• Work required: Each of the records below must be reproduced exactly.

• Material for this exercise:
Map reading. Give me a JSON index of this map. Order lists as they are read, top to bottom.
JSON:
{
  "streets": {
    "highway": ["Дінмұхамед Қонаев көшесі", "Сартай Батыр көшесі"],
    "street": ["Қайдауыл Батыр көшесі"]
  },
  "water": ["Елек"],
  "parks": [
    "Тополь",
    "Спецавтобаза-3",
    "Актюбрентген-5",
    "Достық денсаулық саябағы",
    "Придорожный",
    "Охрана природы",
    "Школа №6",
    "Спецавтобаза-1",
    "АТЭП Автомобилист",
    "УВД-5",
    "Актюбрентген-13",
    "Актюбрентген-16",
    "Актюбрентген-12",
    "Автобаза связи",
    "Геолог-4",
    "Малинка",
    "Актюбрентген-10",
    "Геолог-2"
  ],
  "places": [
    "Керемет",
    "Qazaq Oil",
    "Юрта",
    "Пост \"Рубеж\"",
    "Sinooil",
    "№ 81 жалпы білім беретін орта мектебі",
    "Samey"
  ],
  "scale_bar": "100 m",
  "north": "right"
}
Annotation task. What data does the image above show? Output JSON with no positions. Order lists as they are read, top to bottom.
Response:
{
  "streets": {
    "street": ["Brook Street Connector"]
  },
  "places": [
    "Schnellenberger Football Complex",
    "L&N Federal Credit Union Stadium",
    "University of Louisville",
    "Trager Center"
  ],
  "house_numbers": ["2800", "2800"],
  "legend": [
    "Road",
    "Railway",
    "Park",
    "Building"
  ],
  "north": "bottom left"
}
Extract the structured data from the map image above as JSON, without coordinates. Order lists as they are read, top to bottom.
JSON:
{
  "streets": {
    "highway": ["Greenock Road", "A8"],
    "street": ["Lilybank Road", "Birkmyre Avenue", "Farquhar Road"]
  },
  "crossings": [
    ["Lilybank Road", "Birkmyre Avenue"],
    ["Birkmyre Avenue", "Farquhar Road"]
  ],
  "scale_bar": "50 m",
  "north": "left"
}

• Reply:
Map reading. Give me a JSON index of this map. Order lists as they are read, top to bottom.
JSON:
{
  "streets": {
    "highway": ["Дінмұхамед Қонаев көшесі", "Сартай Батыр көшесі"],
    "street": ["Қайдауыл Батыр көшесі"]
  },
  "water": ["Елек"],
  "parks": [
    "Тополь",
    "Спецавтобаза-3",
    "Актюбрентген-5",
    "Достық денсаулық саябағы",
    "Придорожный",
    "Охрана природы",
    "Школа №6",
    "Спецавтобаза-1",
    "АТЭП Автомобилист",
    "УВД-5",
    "Актюбрентген-13",
    "Актюбрентген-16",
    "Актюбрентген-12",
    "Автобаза связи",
    "Геолог-4",
    "Малинка",
    "Актюбрентген-10",
    "Геолог-2"
  ],
  "places": [
    "Керемет",
    "Qazaq Oil",
    "Юрта",
    "Пост \"Рубеж\"",
    "Sinooil",
    "№ 81 жалпы білім беретін орта мектебі",
    "Samey"
  ],
  "scale_bar": "100 m",
  "north": "right"
}
Annotation task. What data does the image above show? Output JSON with no positions. Order lists as they are read, top to bottom.
Response:
{
  "streets": {
    "street": ["Brook Street Connector"]
  },
  "places": [
    "Schnellenberger Football Complex",
    "L&N Federal Credit Union Stadium",
    "University of Louisville",
    "Trager Center"
  ],
  "house_numbers": ["2800", "2800"],
  "legend": [
    "Road",
    "Railway",
    "Park",
    "Building"
  ],
  "north": "bottom left"
}
Extract the structured data from the map image above as JSON, without coordinates. Order lists as they are read, top to bottom.
JSON:
{
  "streets": {
    "highway": ["Greenock Road", "A8"],
    "street": ["Lilybank Road", "Birkmyre Avenue", "Farquhar Road"]
  },
  "crossings": [
    ["Lilybank Road", "Birkmyre Avenue"],
    ["Birkmyre Avenue", "Farquhar Road"]
  ],
  "scale_bar": "50 m",
  "north": "left"
}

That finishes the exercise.